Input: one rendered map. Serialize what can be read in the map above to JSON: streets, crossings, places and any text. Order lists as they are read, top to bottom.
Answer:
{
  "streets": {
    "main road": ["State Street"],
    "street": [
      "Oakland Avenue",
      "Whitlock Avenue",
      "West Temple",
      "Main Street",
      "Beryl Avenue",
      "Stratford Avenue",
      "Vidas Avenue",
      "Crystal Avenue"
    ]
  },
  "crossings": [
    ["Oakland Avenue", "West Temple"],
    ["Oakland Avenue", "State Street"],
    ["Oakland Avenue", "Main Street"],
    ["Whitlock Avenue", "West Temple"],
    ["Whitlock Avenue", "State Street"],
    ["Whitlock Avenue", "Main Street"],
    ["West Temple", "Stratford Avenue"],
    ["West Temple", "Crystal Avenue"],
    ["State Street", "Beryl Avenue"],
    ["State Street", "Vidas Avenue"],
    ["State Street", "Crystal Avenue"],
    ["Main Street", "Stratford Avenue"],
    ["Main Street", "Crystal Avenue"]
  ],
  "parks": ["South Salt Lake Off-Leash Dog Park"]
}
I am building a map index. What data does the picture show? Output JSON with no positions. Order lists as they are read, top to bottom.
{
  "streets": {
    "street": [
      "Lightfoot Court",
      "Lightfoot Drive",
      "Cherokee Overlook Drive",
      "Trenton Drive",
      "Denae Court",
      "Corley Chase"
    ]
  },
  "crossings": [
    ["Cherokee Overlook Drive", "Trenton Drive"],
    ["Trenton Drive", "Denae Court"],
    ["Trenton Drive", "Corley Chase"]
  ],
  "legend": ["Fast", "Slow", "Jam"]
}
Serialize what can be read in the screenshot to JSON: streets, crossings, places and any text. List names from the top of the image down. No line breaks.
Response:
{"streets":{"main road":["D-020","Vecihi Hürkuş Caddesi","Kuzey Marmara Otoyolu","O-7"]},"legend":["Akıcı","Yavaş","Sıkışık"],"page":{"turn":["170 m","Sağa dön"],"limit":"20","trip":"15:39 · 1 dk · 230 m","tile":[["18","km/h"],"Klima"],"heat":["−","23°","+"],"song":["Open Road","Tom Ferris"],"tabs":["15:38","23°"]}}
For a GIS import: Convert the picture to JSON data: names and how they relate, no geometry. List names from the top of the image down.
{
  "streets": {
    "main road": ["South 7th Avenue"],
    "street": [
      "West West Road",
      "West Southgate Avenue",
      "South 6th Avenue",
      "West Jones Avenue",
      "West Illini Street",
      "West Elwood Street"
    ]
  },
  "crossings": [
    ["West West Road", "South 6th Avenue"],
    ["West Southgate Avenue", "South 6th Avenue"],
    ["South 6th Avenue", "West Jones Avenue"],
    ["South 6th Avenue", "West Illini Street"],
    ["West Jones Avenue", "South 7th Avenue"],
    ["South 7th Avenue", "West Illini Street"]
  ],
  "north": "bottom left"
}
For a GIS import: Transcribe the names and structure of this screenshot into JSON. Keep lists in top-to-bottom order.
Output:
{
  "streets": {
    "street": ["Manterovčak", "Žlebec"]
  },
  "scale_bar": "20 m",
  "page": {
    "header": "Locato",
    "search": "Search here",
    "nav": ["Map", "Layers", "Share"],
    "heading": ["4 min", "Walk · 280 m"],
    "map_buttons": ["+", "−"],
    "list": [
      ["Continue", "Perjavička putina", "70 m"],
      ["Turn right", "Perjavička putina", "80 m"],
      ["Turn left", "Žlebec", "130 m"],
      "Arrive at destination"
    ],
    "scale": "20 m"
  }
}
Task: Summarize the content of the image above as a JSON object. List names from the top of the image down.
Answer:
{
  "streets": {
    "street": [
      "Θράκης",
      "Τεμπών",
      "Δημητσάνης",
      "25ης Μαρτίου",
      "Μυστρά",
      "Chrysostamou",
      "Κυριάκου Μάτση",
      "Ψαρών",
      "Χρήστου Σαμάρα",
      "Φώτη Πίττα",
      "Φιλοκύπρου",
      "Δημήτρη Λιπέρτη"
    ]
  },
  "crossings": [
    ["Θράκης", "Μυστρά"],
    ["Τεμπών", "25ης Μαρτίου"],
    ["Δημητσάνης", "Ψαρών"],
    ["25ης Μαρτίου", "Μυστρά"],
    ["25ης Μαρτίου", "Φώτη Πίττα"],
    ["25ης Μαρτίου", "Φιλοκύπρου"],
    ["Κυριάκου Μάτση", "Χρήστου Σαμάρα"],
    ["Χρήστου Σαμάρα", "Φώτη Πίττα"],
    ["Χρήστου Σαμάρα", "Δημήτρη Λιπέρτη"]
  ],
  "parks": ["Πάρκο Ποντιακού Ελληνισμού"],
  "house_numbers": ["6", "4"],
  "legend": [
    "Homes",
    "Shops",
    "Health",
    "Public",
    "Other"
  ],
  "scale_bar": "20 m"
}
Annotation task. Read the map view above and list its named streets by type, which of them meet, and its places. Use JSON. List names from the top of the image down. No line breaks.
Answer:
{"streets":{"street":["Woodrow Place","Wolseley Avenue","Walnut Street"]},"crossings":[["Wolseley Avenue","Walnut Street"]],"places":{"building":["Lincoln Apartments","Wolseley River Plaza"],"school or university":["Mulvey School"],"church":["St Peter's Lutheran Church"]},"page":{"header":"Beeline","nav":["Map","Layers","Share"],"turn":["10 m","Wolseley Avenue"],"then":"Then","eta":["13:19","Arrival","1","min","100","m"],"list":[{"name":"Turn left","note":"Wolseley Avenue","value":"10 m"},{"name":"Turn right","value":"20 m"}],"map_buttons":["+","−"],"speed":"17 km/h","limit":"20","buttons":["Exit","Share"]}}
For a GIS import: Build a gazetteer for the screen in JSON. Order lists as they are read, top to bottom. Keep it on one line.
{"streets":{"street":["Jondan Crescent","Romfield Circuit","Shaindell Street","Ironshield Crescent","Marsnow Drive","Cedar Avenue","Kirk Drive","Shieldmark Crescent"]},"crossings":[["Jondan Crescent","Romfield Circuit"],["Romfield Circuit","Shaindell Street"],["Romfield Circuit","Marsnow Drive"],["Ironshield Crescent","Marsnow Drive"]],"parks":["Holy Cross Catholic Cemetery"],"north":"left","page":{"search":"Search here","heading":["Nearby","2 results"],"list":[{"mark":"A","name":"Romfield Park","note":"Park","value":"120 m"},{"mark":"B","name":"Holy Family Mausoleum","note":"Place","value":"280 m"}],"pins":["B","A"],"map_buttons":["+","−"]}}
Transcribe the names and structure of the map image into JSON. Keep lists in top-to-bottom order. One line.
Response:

-------------------------

Work instructions: Lines after the one containing "Serialize what can be read in the screenshot" are left out; every line from the start of the entries through that line is restated word for word.

Output below:
Input: one rendered map. Serialize what can be read in the map above to JSON: streets, crossings, places and any text. Order lists as they are read, top to bottom.
Answer:
{
  "streets": {
    "main road": ["State Street"],
    "street": [
      "Oakland Avenue",
      "Whitlock Avenue",
      "West Temple",
      "Main Street",
      "Beryl Avenue",
      "Stratford Avenue",
      "Vidas Avenue",
      "Crystal Avenue"
    ]
  },
  "crossings": [
    ["Oakland Avenue", "West Temple"],
    ["Oakland Avenue", "State Street"],
    ["Oakland Avenue", "Main Street"],
    ["Whitlock Avenue", "West Temple"],
    ["Whitlock Avenue", "State Street"],
    ["Whitlock Avenue", "Main Street"],
    ["West Temple", "Stratford Avenue"],
    ["West Temple", "Crystal Avenue"],
    ["State Street", "Beryl Avenue"],
    ["State Street", "Vidas Avenue"],
    ["State Street", "Crystal Avenue"],
    ["Main Street", "Stratford Avenue"],
    ["Main Street", "Crystal Avenue"]
  ],
  "parks": ["South Salt Lake Off-Leash Dog Park"]
}
I am building a map index. What data does the picture show? Output JSON with no positions. Order lists as they are read, top to bottom.
{
  "streets": {
    "street": [
      "Lightfoot Court",
      "Lightfoot Drive",
      "Cherokee Overlook Drive",
      "Trenton Drive",
      "Denae Court",
      "Corley Chase"
    ]
  },
  "crossings": [
    ["Cherokee Overlook Drive", "Trenton Drive"],
    ["Trenton Drive", "Denae Court"],
    ["Trenton Drive", "Corley Chase"]
  ],
  "legend": ["Fast", "Slow", "Jam"]
}
Serialize what can be read in the screenshot to JSON: streets, crossings, places and any text. List names from the top of the image down. No line breaks.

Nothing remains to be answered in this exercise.